4.)    Doing bench press shows overall strength- The holy trinity of weight lifting. The forsaken question, “How much do you bench?” This has to be the most overrated question at any gym. My answer, “Who cares!” The bench press is only a small piece of the pie when it comes to athlete training. There are far more important aspects of training that have much more functionality and carry over to the field then a bench press. I would much rather want to know how much can you deadlift, single leg squat or run a 300 yard shuttle in. Don’t get caught up in the sexy exercises and start focusing on the functional movements and athletic movements.                                                                                                                                                          


5.)    Arm curls mean something- Arm curls have to be top of the list for the most non-functional exercise ever. The only sport I can think of where this might have any type of significance would be in MMA where head locks are needed. If you want to get stronger biceps do chin-ups. That way you are using other muscles together instead of isolating them. Arm curls are for body builders not athletes!                                                                                                                                                                         


6.)    Stretching isn’t necessary- I think stretching is the number one most underutilized part of an athletic program. Dynamic stretching is part of any good movement prep program. Athletes need to foam roll, stretch and activate the muscles to prime them for the workout ahead. This lengthens the muscles, increases muscle temperature which allows them to stretch and it just makes the athlete feel looser. Do not skip warmups and make sure you perform them with perfect form. Stretching properly can decrease your risk of injury.                                                                                                                                                                                                                  
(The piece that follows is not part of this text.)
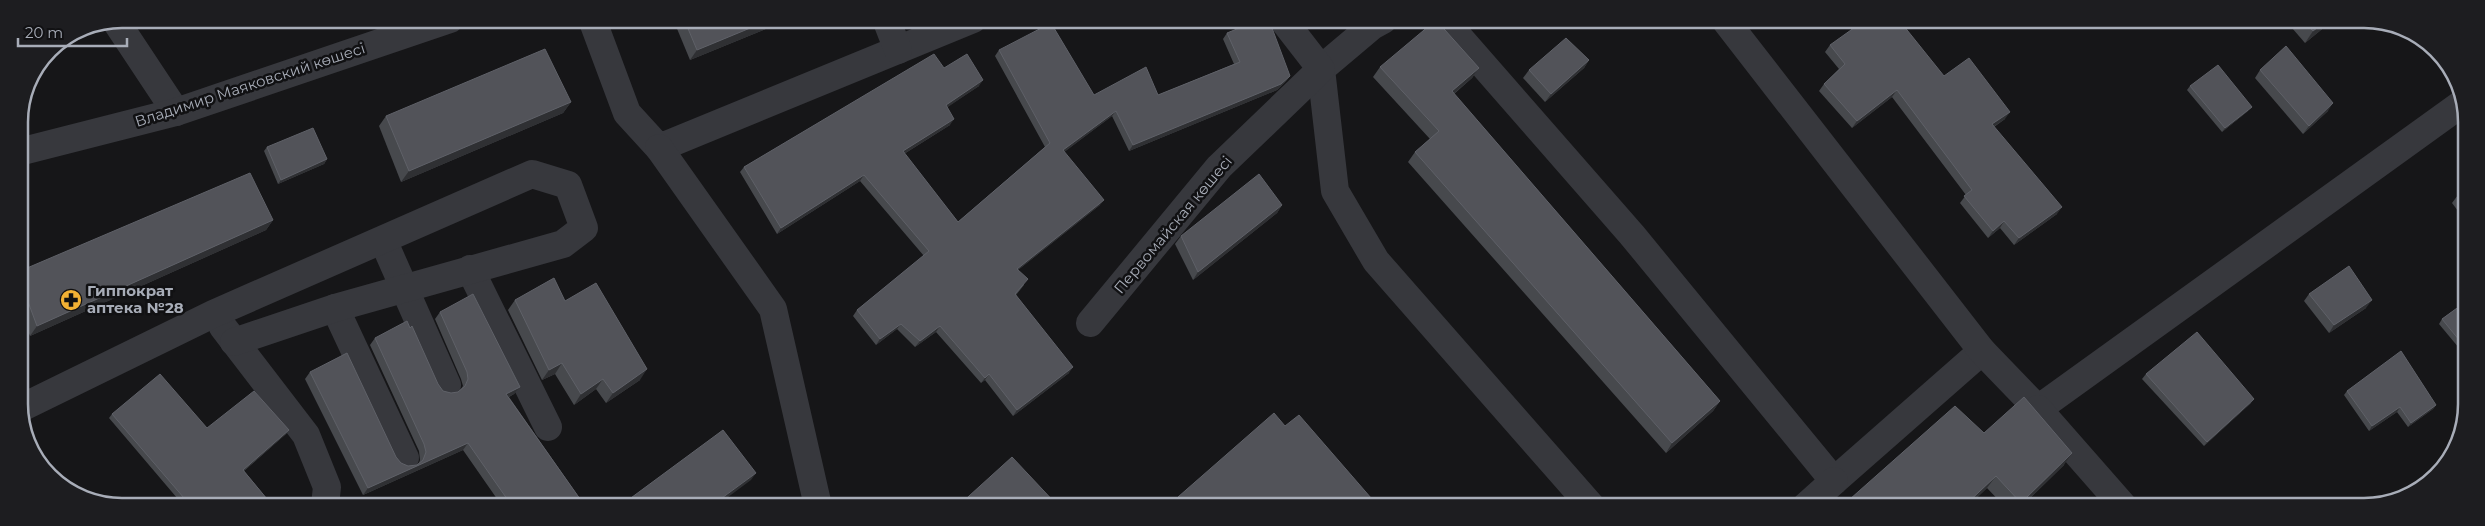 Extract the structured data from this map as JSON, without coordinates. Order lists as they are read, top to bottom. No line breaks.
{"streets":{"street":["Владимир Маяковский көшесі","Первомайская көшесі"]},"places":{"pharmacy":["Гиппократ аптека №28"]},"scale_bar":"20 m"}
7.)    Being strong & moving well are different- This misconception is big for lots of high school kids. They pick up their favorite issue of Flex or whatever bodybuilding magazine is out there. Most athletes want to be big and do lots of bench press and arm curls. NEVER take advice from ex-bodybuilders. They are lifting to get big period, athletes are lifting to get better at their sport. These are two different methods. Perform mostly compound movements that work multiple muscles and joints. When we run and jump we use multiple joints…why not train like that?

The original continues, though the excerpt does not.